→ Provided data
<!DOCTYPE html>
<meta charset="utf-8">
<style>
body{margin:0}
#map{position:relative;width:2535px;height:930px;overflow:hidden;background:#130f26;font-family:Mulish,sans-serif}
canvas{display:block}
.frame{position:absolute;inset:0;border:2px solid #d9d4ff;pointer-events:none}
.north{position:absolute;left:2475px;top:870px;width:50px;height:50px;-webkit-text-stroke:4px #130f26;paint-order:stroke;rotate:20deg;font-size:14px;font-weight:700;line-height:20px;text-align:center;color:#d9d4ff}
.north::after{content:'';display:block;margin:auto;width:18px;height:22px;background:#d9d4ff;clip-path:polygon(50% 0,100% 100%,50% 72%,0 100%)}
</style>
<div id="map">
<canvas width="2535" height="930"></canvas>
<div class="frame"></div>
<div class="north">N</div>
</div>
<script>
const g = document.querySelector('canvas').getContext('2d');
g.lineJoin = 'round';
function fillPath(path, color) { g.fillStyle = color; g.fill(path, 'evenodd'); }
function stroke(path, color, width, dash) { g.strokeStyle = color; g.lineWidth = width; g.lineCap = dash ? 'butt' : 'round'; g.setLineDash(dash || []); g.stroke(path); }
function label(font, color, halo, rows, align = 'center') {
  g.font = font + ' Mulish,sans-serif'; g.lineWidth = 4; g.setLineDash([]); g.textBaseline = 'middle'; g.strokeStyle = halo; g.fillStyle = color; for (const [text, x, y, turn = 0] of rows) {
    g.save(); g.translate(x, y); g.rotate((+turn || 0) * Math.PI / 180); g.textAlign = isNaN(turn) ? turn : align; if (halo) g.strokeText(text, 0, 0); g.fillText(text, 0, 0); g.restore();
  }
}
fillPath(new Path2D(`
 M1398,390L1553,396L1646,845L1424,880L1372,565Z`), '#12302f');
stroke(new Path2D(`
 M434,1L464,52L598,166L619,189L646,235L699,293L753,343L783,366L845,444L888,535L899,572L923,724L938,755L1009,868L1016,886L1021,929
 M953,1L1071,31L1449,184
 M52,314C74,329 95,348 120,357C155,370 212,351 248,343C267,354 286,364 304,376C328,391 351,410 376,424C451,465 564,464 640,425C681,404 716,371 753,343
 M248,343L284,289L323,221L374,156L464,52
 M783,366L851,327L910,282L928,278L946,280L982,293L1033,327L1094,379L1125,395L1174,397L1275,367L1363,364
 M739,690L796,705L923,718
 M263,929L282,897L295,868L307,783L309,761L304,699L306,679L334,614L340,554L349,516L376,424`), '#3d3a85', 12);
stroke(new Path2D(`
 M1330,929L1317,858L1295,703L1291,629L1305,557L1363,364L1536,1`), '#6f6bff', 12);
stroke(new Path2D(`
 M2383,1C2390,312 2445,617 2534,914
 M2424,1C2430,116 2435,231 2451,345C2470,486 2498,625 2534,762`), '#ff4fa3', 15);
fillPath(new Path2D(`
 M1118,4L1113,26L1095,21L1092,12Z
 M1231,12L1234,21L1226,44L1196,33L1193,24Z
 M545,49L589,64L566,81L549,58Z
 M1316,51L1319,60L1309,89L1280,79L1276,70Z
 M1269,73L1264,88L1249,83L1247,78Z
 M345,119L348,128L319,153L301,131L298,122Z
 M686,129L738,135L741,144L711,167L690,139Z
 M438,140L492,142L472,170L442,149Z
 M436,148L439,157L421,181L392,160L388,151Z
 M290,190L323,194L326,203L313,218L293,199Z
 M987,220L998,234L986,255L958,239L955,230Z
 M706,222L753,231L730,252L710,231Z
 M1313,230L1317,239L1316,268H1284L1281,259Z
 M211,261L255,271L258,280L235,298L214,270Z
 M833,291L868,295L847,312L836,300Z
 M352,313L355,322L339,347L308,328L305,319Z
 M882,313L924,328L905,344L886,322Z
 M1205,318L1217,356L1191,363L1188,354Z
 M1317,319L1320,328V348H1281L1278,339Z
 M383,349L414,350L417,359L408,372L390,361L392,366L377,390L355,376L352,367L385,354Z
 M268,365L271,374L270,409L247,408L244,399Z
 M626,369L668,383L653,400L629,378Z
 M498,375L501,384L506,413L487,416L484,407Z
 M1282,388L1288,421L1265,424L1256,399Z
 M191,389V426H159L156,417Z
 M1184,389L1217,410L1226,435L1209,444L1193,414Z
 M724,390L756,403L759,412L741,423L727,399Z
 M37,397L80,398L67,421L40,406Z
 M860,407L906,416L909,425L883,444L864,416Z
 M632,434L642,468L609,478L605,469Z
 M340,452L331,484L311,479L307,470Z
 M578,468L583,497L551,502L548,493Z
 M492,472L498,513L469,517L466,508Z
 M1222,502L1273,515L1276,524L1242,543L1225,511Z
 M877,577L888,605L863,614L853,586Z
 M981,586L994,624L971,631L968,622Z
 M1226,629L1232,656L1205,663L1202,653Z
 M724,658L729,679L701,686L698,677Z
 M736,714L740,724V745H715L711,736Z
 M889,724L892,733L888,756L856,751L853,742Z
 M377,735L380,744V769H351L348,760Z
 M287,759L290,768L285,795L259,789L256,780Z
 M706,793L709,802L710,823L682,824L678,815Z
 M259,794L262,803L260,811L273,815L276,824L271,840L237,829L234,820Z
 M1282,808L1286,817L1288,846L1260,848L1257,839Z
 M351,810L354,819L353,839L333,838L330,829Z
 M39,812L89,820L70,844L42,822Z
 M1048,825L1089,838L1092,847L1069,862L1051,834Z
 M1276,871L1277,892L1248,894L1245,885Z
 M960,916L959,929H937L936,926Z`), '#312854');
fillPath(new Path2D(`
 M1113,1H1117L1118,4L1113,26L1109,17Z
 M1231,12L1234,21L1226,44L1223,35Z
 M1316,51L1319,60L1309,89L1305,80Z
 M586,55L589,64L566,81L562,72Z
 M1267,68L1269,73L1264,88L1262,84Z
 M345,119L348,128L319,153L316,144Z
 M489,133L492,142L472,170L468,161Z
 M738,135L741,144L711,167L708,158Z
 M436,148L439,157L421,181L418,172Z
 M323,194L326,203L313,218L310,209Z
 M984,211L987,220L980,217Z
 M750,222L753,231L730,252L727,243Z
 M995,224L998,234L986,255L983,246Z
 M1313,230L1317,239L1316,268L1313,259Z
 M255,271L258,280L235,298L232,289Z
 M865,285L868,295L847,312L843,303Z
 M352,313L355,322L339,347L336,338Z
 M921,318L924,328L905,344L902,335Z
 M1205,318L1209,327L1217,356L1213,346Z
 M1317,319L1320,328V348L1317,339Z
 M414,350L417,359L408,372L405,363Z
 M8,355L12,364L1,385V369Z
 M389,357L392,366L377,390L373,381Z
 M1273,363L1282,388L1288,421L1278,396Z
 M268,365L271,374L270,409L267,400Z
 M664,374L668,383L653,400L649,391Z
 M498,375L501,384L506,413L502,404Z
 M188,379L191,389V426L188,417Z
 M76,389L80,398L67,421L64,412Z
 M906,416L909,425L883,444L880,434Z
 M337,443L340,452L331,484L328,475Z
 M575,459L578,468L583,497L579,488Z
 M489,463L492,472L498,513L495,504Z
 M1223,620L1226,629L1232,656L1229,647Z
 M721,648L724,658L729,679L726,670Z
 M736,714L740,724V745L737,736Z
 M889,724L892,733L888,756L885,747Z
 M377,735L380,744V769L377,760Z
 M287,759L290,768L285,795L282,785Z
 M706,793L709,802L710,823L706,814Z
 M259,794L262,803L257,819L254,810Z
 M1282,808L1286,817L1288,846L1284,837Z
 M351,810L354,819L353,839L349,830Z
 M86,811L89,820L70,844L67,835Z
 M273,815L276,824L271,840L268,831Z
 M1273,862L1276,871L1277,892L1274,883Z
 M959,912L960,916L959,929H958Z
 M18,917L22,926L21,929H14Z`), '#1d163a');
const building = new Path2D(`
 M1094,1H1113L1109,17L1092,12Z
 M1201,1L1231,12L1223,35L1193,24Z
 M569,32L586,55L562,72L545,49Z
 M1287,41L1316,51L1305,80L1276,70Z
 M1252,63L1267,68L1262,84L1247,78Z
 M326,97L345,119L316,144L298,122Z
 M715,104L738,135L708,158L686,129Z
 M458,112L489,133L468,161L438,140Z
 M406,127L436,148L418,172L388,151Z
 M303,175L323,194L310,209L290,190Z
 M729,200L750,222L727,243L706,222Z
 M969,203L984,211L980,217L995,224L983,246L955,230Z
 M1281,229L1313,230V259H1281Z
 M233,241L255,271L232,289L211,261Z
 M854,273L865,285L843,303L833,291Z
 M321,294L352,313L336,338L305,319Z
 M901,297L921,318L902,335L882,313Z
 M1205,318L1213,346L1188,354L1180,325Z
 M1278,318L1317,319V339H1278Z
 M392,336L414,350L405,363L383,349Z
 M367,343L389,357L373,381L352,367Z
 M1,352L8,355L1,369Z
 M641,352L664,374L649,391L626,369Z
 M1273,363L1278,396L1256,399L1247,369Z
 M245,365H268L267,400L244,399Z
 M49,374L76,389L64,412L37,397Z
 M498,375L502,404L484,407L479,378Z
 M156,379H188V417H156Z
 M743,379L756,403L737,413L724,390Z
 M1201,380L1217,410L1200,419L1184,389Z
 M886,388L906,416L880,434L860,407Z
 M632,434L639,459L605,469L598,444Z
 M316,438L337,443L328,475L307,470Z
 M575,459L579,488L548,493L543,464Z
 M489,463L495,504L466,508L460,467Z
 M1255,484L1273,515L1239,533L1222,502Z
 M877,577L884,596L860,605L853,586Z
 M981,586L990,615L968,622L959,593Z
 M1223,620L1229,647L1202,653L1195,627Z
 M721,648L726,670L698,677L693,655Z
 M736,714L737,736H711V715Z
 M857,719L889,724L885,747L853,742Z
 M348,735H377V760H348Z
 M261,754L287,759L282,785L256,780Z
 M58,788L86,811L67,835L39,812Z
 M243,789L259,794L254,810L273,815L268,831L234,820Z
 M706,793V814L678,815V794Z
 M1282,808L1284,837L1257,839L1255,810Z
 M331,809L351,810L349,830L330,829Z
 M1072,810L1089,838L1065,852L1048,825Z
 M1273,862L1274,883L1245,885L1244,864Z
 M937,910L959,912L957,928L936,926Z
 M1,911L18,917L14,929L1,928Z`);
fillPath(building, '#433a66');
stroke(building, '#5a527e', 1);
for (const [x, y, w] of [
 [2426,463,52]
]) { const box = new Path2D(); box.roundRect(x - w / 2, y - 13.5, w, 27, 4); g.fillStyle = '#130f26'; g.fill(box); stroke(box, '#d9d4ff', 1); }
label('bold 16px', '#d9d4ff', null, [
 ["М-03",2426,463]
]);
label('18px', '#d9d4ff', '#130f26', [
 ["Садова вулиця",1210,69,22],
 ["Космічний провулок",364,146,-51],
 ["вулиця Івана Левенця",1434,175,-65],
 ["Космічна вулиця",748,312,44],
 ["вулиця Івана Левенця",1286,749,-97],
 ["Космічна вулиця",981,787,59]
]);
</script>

→ Work to complete
The word "function" may appear in several lines of the data; copy every line where it does.

→ Task response
function fillPath(path, color) { g.fillStyle = color; g.fill(path, 'evenodd'); }
function stroke(path, color, width, dash) { g.strokeStyle = color; g.lineWidth = width; g.lineCap = dash ? 'butt' : 'round'; g.setLineDash(dash || []); g.stroke(path); }
function label(font, color, halo, rows, align = 'center') {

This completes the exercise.